Segment Start: Dataset entries

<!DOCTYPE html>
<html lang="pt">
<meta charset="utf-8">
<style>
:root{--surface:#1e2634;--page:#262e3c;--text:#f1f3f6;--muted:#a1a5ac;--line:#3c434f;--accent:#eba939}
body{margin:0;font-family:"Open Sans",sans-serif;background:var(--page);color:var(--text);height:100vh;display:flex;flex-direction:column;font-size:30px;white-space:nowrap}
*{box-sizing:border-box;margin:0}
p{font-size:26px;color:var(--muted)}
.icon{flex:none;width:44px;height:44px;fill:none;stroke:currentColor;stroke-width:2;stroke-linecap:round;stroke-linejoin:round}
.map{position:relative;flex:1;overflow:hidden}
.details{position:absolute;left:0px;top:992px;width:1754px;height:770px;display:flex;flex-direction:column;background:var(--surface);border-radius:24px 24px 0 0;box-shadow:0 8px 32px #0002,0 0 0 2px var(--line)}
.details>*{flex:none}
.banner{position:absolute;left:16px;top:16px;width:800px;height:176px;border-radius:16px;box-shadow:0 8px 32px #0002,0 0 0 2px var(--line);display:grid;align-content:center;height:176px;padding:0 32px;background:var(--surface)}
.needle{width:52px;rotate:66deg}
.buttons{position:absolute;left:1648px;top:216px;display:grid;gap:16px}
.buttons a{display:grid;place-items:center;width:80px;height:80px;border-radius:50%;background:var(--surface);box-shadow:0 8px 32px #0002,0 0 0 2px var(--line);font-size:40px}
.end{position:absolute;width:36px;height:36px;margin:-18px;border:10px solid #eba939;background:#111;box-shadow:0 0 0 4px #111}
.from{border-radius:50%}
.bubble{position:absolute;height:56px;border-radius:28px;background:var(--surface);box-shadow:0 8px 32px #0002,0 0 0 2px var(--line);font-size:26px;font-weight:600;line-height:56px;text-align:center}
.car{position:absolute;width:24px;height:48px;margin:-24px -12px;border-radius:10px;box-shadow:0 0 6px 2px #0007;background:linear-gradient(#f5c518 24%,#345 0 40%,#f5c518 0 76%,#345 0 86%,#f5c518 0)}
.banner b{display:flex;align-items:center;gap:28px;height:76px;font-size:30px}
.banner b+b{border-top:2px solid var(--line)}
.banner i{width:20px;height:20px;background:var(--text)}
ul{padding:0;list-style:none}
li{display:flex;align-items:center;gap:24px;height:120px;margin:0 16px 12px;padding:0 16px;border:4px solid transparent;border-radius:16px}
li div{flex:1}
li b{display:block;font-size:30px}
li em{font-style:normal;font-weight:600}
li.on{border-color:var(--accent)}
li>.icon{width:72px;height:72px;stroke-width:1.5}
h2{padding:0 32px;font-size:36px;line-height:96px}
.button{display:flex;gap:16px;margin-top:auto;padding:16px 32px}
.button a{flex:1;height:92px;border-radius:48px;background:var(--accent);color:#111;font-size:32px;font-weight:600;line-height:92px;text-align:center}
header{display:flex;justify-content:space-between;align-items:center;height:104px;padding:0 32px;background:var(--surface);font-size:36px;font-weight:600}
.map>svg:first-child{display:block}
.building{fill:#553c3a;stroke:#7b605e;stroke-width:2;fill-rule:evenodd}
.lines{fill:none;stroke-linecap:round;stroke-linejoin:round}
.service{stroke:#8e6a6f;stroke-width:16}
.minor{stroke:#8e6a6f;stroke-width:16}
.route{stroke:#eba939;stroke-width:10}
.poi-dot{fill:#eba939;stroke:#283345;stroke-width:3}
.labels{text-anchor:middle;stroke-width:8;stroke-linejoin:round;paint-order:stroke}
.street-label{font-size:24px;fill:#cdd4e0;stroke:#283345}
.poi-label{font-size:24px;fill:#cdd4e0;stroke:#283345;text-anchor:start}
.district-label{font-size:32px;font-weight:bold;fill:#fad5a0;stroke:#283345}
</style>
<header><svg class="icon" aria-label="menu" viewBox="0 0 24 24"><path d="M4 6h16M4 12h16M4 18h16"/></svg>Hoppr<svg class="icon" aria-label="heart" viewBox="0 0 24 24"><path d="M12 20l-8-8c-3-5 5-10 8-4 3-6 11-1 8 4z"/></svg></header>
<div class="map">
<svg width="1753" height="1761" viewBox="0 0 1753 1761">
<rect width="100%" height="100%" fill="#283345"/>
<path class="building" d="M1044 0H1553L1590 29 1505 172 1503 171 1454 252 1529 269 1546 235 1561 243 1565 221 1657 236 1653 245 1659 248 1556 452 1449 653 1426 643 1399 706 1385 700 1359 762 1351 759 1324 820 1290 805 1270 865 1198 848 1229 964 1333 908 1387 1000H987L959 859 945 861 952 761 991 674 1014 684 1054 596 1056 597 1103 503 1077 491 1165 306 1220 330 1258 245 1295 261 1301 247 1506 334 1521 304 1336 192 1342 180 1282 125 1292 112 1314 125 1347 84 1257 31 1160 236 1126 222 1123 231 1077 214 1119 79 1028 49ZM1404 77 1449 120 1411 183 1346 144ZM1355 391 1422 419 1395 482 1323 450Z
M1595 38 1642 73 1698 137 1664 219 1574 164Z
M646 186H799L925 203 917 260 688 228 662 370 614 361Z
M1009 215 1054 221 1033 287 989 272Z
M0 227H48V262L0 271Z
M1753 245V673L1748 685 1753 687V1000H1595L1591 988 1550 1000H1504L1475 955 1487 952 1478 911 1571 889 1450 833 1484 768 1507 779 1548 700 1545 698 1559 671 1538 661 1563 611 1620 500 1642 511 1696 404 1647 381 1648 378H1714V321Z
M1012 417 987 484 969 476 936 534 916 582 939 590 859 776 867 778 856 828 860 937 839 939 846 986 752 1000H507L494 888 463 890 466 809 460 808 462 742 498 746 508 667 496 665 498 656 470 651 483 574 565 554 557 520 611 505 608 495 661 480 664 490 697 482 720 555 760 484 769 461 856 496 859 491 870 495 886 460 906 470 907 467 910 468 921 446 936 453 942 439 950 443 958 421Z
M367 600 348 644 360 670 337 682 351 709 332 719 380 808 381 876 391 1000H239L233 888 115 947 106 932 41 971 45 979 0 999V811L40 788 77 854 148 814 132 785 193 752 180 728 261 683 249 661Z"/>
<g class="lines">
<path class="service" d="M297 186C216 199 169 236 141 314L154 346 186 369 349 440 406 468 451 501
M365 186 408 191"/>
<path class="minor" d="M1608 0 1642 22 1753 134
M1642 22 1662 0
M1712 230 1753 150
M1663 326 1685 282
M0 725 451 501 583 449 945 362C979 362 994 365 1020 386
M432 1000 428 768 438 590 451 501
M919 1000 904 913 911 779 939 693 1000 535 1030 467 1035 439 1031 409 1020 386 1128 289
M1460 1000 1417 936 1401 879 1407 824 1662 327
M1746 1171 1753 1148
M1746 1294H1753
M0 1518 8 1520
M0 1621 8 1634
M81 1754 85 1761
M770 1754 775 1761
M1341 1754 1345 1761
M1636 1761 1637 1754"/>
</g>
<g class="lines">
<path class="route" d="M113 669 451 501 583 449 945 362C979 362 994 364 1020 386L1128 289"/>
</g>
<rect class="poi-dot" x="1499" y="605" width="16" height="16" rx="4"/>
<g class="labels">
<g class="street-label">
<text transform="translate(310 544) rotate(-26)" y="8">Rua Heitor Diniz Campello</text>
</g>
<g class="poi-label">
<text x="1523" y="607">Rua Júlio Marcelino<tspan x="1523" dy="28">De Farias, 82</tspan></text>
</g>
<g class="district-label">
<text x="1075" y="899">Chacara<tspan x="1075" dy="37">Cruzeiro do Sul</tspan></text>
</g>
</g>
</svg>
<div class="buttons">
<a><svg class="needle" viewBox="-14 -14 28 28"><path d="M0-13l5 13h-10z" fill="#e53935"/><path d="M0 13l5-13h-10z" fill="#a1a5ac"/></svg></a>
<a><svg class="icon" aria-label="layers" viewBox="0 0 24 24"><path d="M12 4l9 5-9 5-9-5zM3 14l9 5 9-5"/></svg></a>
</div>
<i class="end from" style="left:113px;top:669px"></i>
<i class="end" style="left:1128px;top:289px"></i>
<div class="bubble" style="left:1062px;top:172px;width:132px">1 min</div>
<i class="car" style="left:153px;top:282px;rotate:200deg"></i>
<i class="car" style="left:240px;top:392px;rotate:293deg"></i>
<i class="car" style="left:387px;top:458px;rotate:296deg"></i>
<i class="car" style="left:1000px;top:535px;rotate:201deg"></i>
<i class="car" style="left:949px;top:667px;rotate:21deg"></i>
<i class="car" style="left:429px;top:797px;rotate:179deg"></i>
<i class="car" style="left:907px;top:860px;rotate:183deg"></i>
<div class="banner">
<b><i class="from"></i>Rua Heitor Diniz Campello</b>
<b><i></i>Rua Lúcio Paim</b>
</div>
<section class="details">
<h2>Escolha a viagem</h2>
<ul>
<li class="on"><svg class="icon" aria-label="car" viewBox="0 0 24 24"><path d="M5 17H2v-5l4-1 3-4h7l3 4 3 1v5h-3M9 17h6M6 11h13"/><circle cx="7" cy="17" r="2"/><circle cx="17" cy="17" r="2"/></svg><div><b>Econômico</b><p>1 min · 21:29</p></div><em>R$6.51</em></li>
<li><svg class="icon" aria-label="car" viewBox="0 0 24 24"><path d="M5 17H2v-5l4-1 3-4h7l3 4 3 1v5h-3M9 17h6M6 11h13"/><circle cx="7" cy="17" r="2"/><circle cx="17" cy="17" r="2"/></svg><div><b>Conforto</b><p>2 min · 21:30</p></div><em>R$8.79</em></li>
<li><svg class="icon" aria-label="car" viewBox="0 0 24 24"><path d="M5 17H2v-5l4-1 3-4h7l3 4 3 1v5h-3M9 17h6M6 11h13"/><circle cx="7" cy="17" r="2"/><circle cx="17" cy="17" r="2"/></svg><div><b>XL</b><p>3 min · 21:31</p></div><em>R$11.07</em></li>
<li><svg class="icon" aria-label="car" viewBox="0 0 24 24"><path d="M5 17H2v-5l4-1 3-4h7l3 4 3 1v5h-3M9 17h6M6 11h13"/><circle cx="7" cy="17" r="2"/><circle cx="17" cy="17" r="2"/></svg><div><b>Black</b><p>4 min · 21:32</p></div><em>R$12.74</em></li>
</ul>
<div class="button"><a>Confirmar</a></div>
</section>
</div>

Segment End: Dataset entries

Work to be completed: What are the lines above that hold the string "none"? Copy them.

Solved exercise:
.icon{flex:none;width:44px;height:44px;fill:none;stroke:currentColor;stroke-width:2;stroke-linecap:round;stroke-linejoin:round}
.details>*{flex:none}
ul{padding:0;list-style:none}
.lines{fill:none;stroke-linecap:round;stroke-linejoin:round}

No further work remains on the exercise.